De certa forma, o título escolhido por Eustache já diz tudo: Numero Zero aludia à necessidade de recomeçar, de ir à origem das coisas, tanto no cinema como nos assuntos de família, assuntos e culpas que há para ventilar. Nas entrevistas concedidas pelo cineasta, aparece mencionada, uma e outra vez, quase de modo obsessivo, essa pulsão de filmar por necessidade. A origem, a origem do gesto de filmar, era para Eustache algo muito secreto, tão secreto e primitivo que escapava a qualquer análise ou compreensão. Essa pulsão teria que ver com a necessidade de conservar na memória os seres queridos?

Tão amplo e diverso como o mundo, o cinema é, e pode ser, muitas coisas. Atrevo-me a pensar que para Jean Eustache o cinema era também uma forma de cura, uma espécie de vingança contra as ofensas da vida, a vida doméstica e os seus conflitos familiares, o território do amor, com as suas promessas, o seu campo de batalha e as suas terríveis encruzilhadas. Mas Eustache não só pratica e desenvolve um cinema da confidência – confidências de alcova em La maman et la putain, confidências de família em Numero Zero- como também trata o espectador como um confidente. E desse modo, nessa relação de conflitualidade que vivia com as suas amantes, com a sua família, Eustache deixa nos seus filmes a porta de casa aberta para que o estranho, o espectador, veja e escute. Não só o deixa espiar como lhe fala em voz baixa. E o facto de ventilar terríveis assuntos de família, de pôr em cena as suas relações com as mulheres, forma parte da sua cura.

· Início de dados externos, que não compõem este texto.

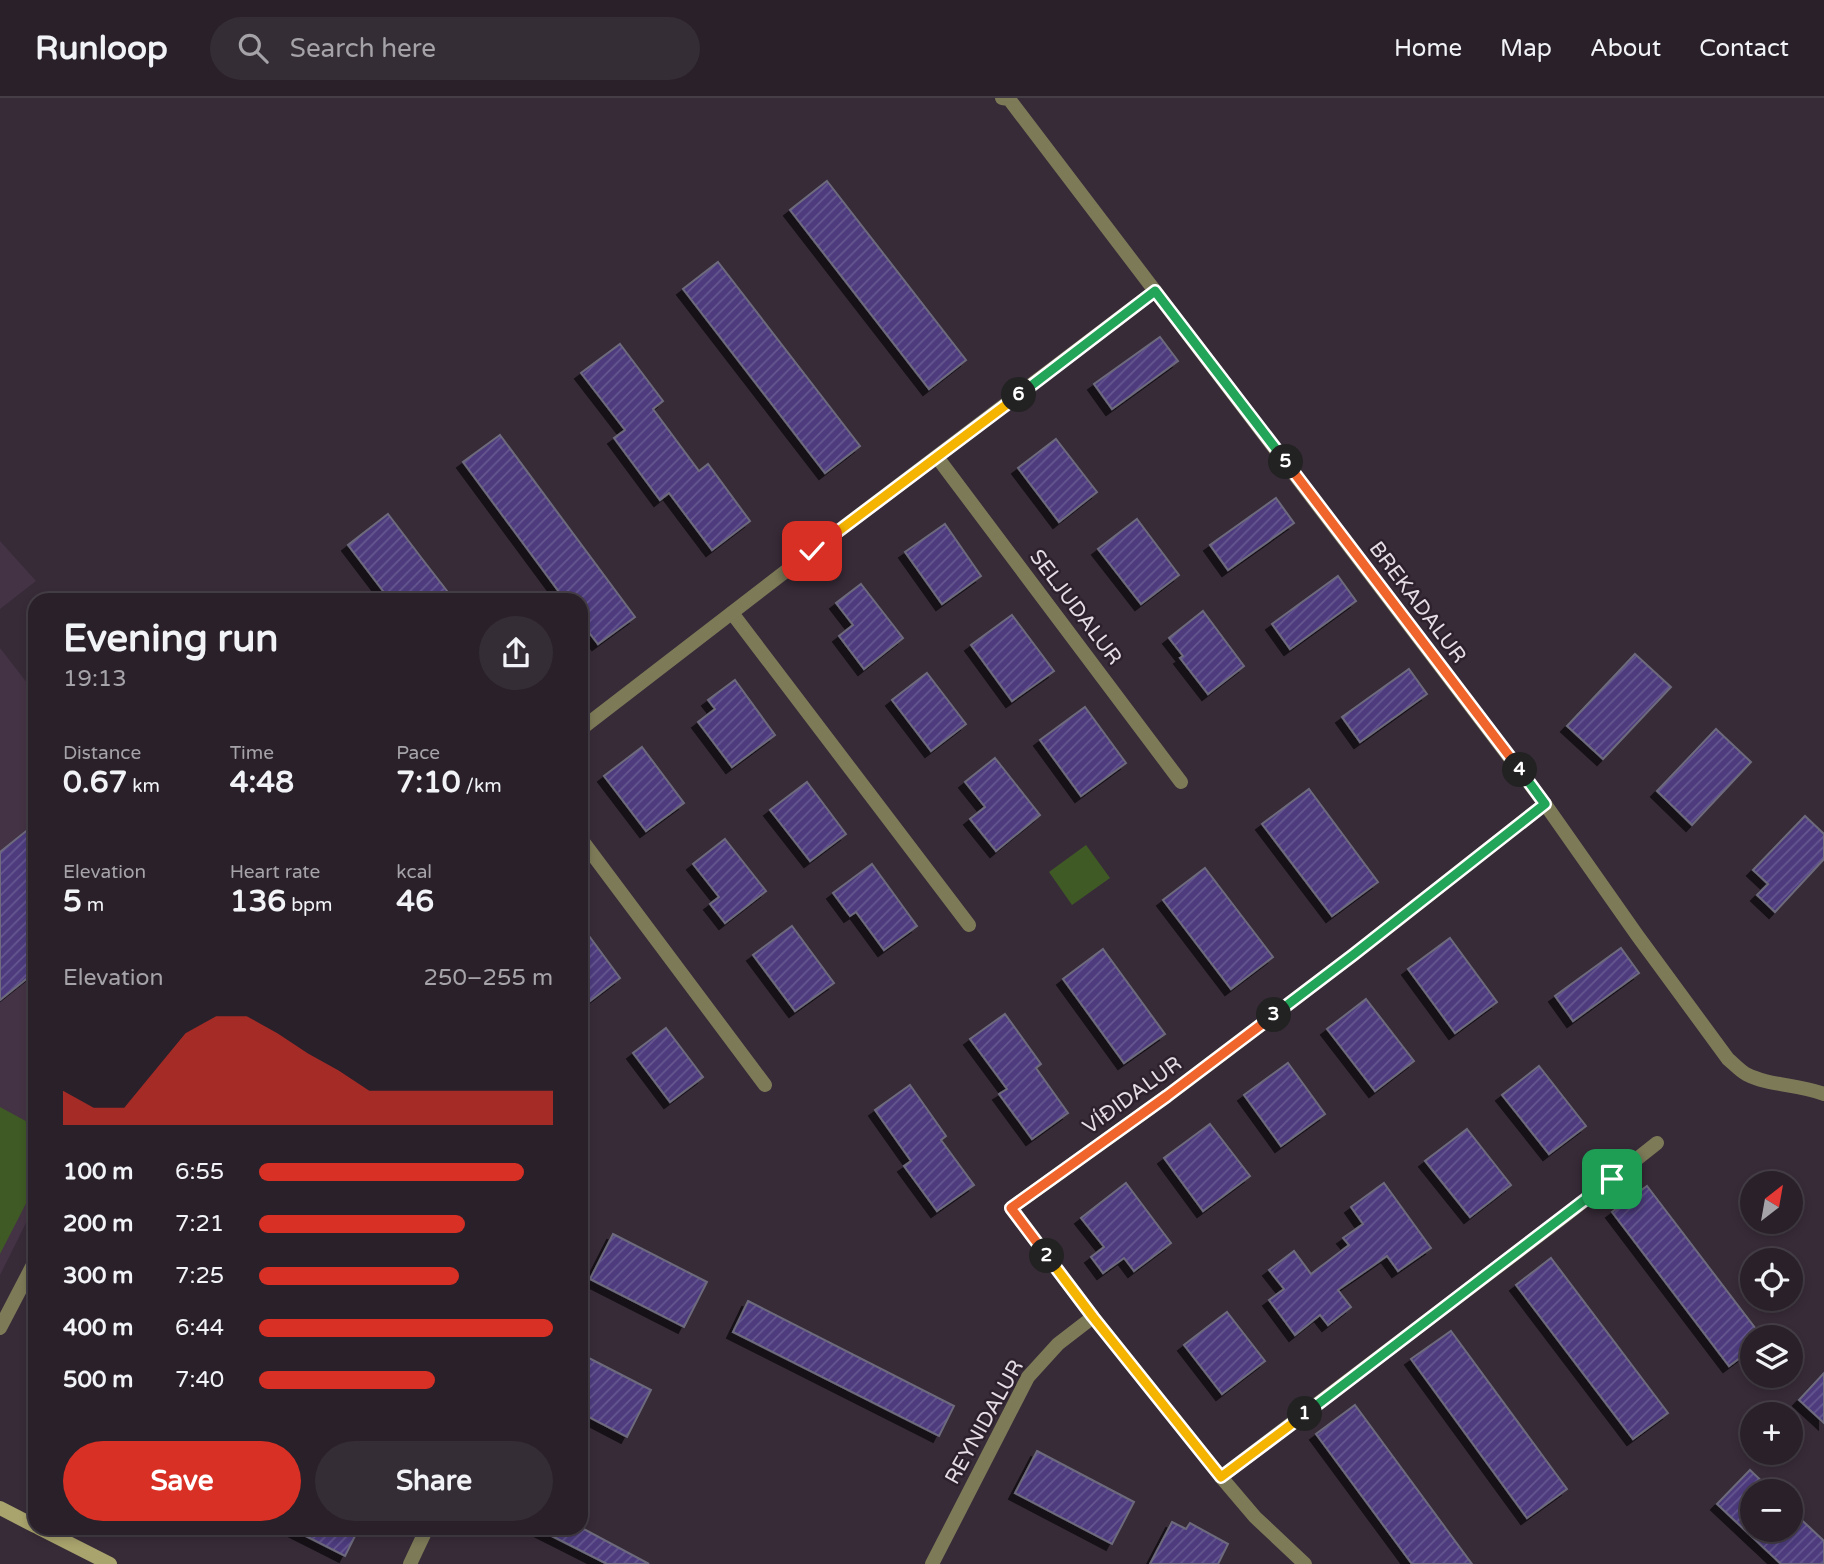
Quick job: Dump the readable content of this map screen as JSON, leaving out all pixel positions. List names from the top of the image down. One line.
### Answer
{"streets":{"street":["BREKADALUR","SELJUDALUR","VÍÐIDALUR","REYNIDALUR"]},"crossings":[["BREKADALUR","VÍÐIDALUR"],["VÍÐIDALUR","REYNIDALUR"]],"north":"top right","page":{"header":"Runloop","search":"Search here","nav":["Home","Map","About","Contact"],"pins":["6","5","4","3","2","1"],"heading":["Evening run","19:13"],"stats":[["Distance","0.67 km"],["Time","4:48"],["Pace","7:10 /km"],["Elevation","5 m"],["Heart rate","136 bpm"],["kcal","46"]],"chart":["Elevation","250–255 m"],"list":[{"name":"100 m","note":"6:55"},{"name":"200 m","note":"7:21"},{"name":"300 m","note":"7:25"},{"name":"400 m","note":"6:44"},{"name":"500 m","note":"7:40"}],"map_buttons":["+","−"],"buttons":["Save","Share"]}}
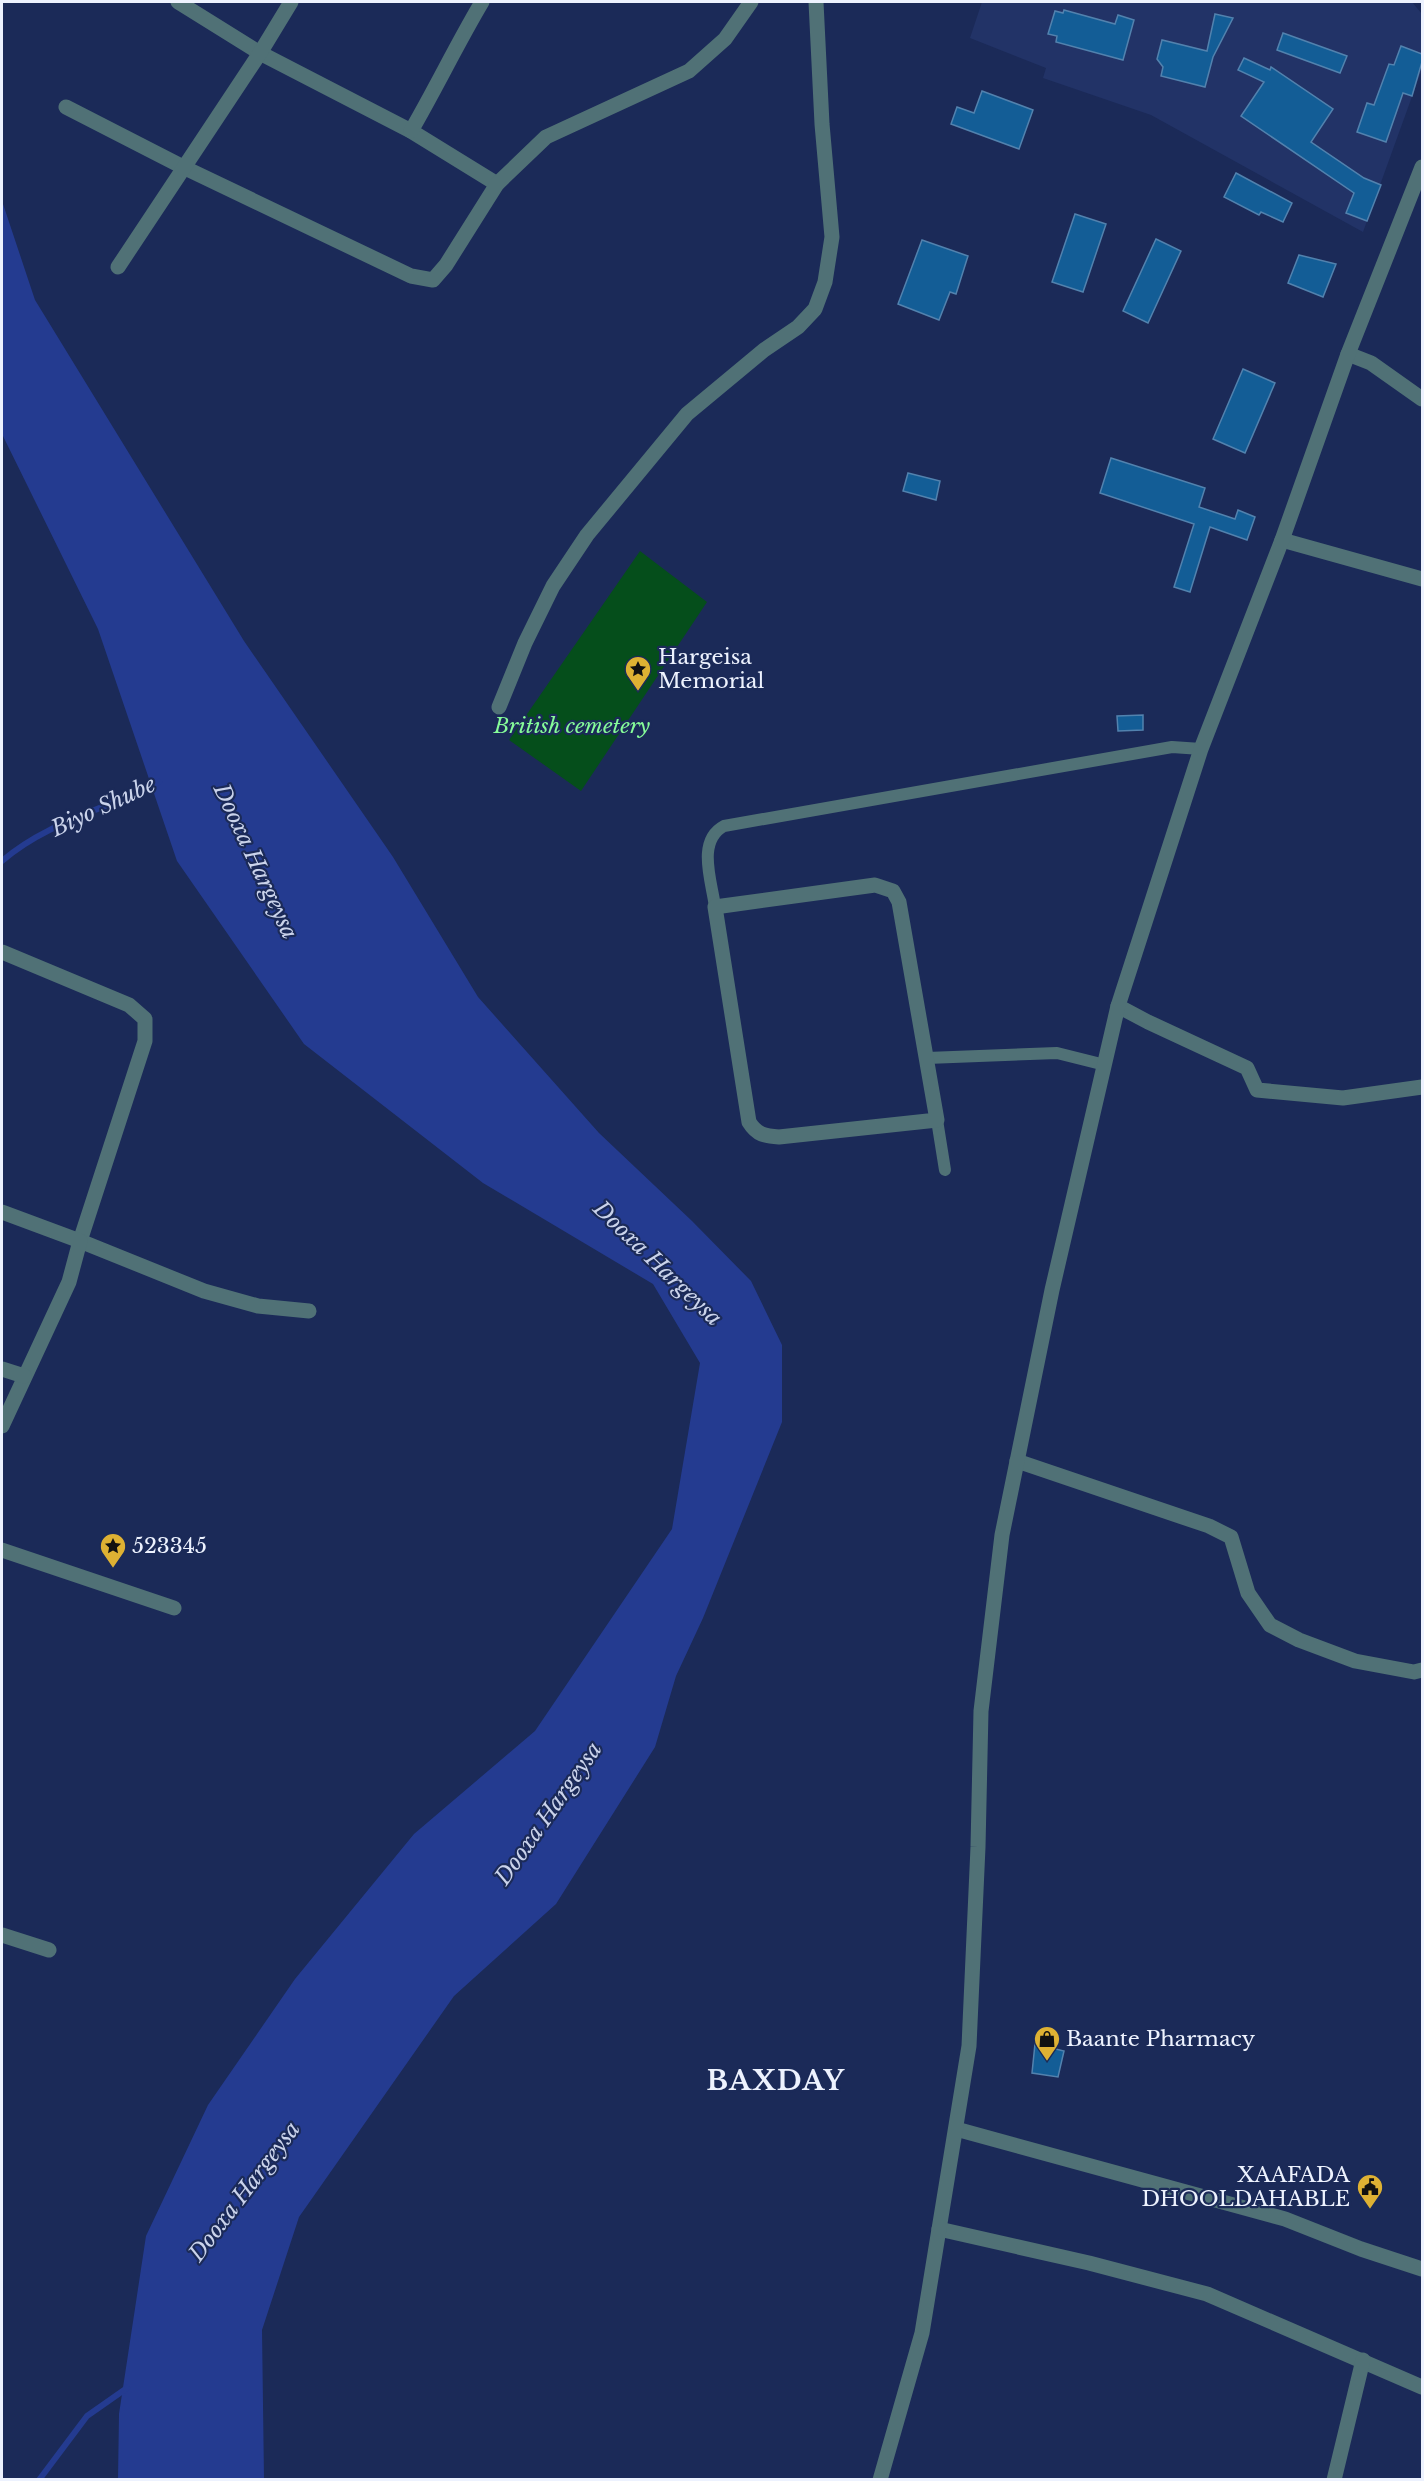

Há, portanto, um tipo de cinema ao qual podemos chamar de confissão e intimidade, da confidência, no qual se mostra ante o espectador anónimo aspectos da própria vida. E nesse cinema confesso que há exemplos de todo o tipo. Abundam, sobretudo hoje em dia, e ainda mais com a ligeireza que propicia a pequena câmara digital, filmes em que se mostram aspectos escabrosos da própria vida, tratados com uma certa indecência e até exibicionismo, por vezes gratuito. Constituem quase um género, um fenómeno, em que a própria vida se converte em espectáculo. Há nesses exemplos uma espécie de tremendismo, de realismo sujo, no qual se procura a comoção por si mesma. Em Eustache, por sua vez, a câmara actua durante a rodagem como um catalisador da confidência. Se esta se produz, não sem risco e apesar da dor para o próprio cineasta, haverá finalmente uma possibilidade de redenção. No final do filme, a avó dirige-se ao operador (Philippe Théaudière) e ao seu neto para lhes perguntar “que tal a luz?”, “Estive bem?”, “Filmaste todas as tuas bobines?”